Autrefois incontournable dans la gastronomie marocaine médiévale, le pigeon est aujourd’hui presque absent des tables. Pourtant, sa viande offre un apport élevé en protéines et minéraux. Son élevage, peu intensif, peut être durable et peu polluant, avec un bon rendement organique. Faute de données spécifiques récentes et officielles, son potentiel reste malheureusement inexploré dans le paysage statistique actuel.
Bien que culturellement sensible et peu consommée, la viande de cheval présente un intérêt diététique certain. Riche en protéines et en fer, avec un taux modéré de cholestérol, elle constitue une option nutritionnelle à valoriser. Elle figure également parmi les viandes atypiques consommées au Maroc. Aucune statistique officielle récente n’est publiée pour cette viande.

Viande cameline
Véritable pilier économique et culturel dans le sud du pays, notamment à Guelmim et Sidi Ifni, la viande cameline reste paradoxalement peu connue ailleurs au Maroc. Très riche en eau (78 %), faible en lipides (13 %) et forte en protéines (20 à 23 %), elle représente une alternative saine aux viandes rouges classiques. Elle contient également du glycogène, de la vitamine A, peu de cholestérol et un excellent profil lipidique. Abattue jeune (entre 1 et 3 ans), sa tendreté est comparable à celle du bœuf.

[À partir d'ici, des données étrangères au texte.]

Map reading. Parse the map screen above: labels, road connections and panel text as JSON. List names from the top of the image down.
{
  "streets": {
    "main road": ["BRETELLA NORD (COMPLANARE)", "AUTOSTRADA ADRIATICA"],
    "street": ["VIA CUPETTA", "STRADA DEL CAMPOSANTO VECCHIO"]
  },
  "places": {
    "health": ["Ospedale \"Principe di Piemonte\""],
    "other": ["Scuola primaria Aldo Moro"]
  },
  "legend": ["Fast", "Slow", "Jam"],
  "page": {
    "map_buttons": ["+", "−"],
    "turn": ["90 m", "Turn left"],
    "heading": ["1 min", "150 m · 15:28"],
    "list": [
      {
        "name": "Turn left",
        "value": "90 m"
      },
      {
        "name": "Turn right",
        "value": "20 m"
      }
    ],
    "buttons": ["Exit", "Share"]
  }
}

Les dernières données disponibles pour cette filière emblématique remontent à 2019, le Maroc comptait alors 183 000 têtes de dromadaires, avec 3 598 tonnes de viande produites, générant 225 millions de dirhams de valeur ajoutée et près de 2,7 millions de journées de travail. La consommation par habitant était, quant à elle, inférieure à 0,1 kg en 2018. Malheureusement, depuis 2019, aucune donnée officielle n’a été publiée, illustrant un désintérêt institutionnel envers cette filière pourtant si prometteuse.

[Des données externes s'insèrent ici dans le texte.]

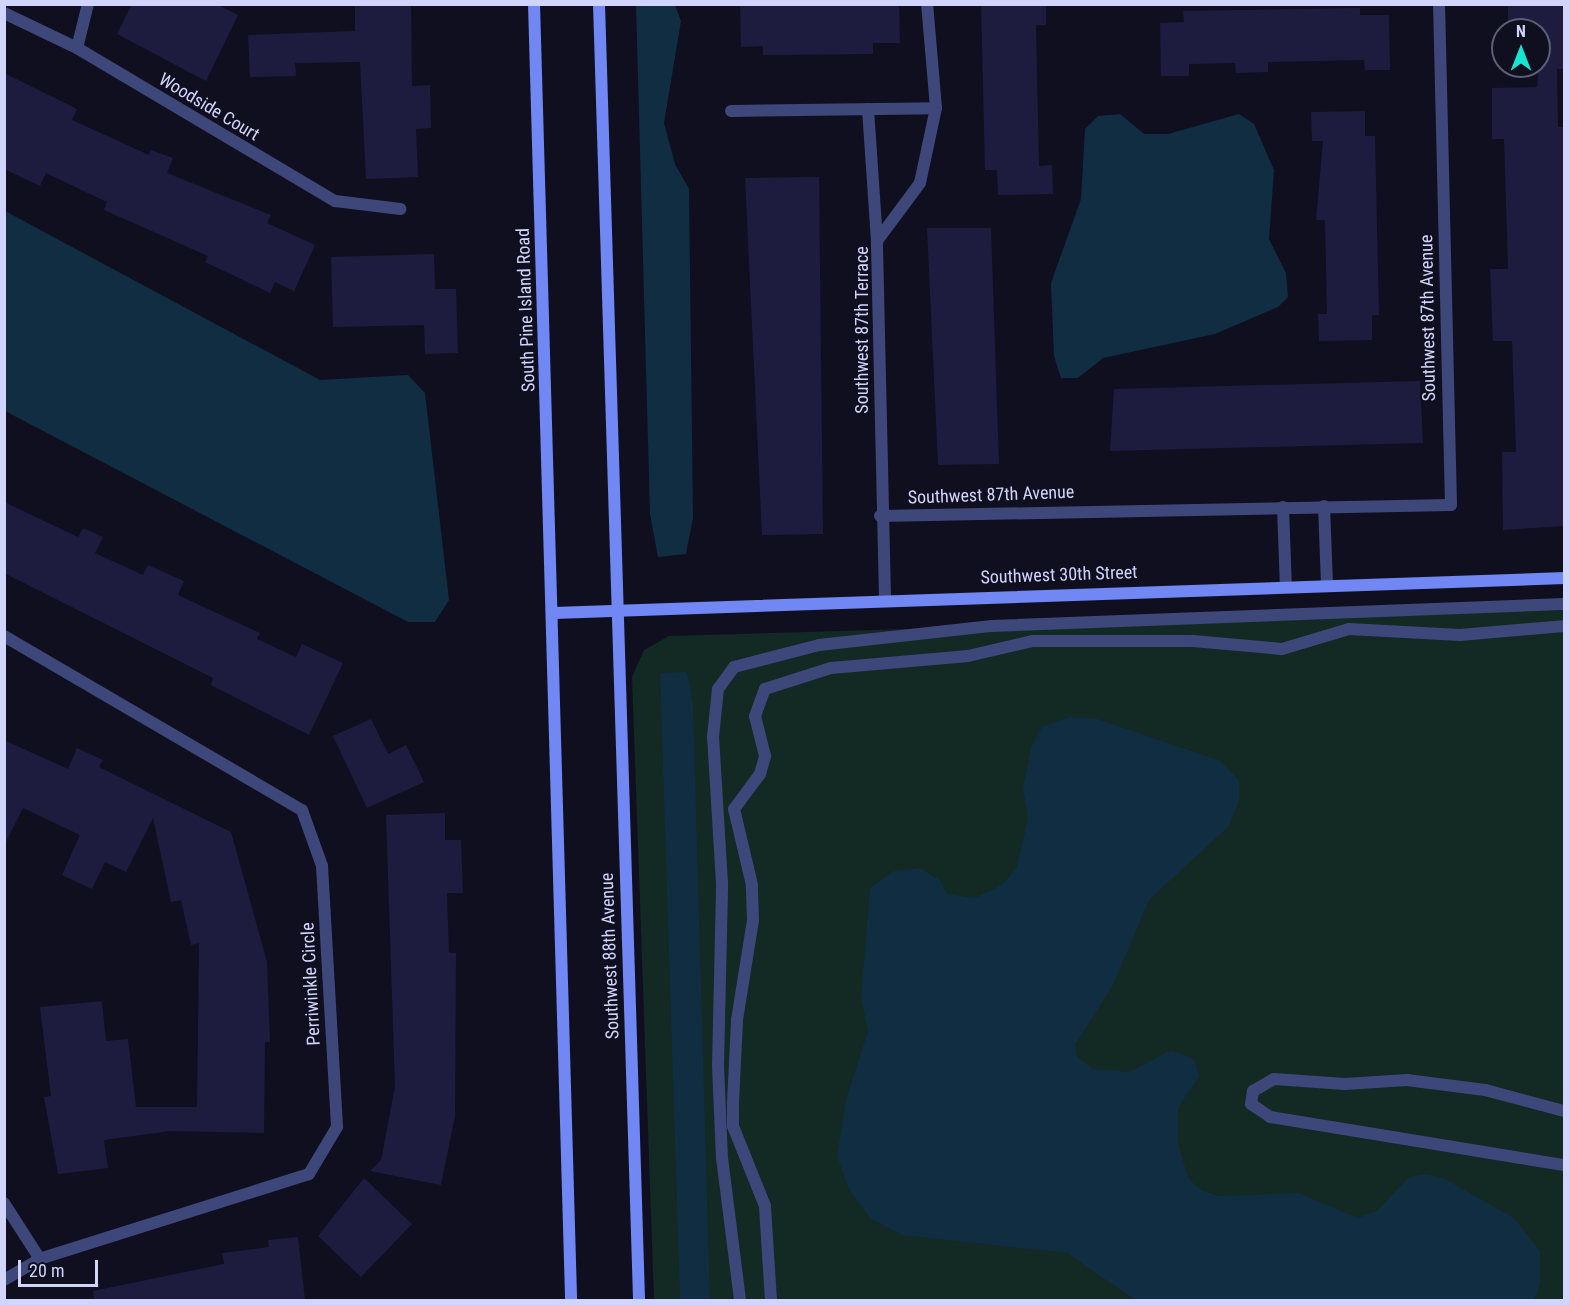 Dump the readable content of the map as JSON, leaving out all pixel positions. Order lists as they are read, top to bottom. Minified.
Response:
{"streets":{"main road":["South Pine Island Road","Southwest 30th Street","Southwest 88th Avenue"],"street":["Woodside Court","Southwest 87th Avenue","Southwest 87th Terrace","Perriwinkle Circle"]},"crossings":[["South Pine Island Road","Southwest 30th Street"],["Southwest 87th Avenue","Southwest 87th Terrace"],["Southwest 87th Terrace","Southwest 30th Street"],["Southwest 30th Street","Southwest 88th Avenue"]],"scale_bar":"20 m","north":"top"}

Le constat est clair, malgré leurs atouts indéniables, ces filières de viandes alternatives souffrent d’un déficit criant de documentation statistique récente et officielle. Les données disponibles sont souvent fragmentées ou datées, rendant difficile toute analyse approfondie et l’élaboration de politiques de développement ciblées.

Manque de transparence
Ce manque de transparence statistique est d’autant plus préoccupant qu’il touche aussi, dans une moindre mesure, les filières conventionnelles pour lesquelles les données les plus récentes ne sont pas toujours rendues publiques par les canaux officiels.
À l’heure où les enjeux de durabilité, de souveraineté alimentaire et de nutrition sont plus pressants que jamais, il est impératif que le Maroc reconnaisse et valorise ces ressources. Une stratégie claire de développement, appuyée par des statistiques fiables et actualisées, est essentielle pour révéler le plein potentiel de ces viandes «oubliées» et les intégrer pleinement dans l’économie et la gastronomie nationales.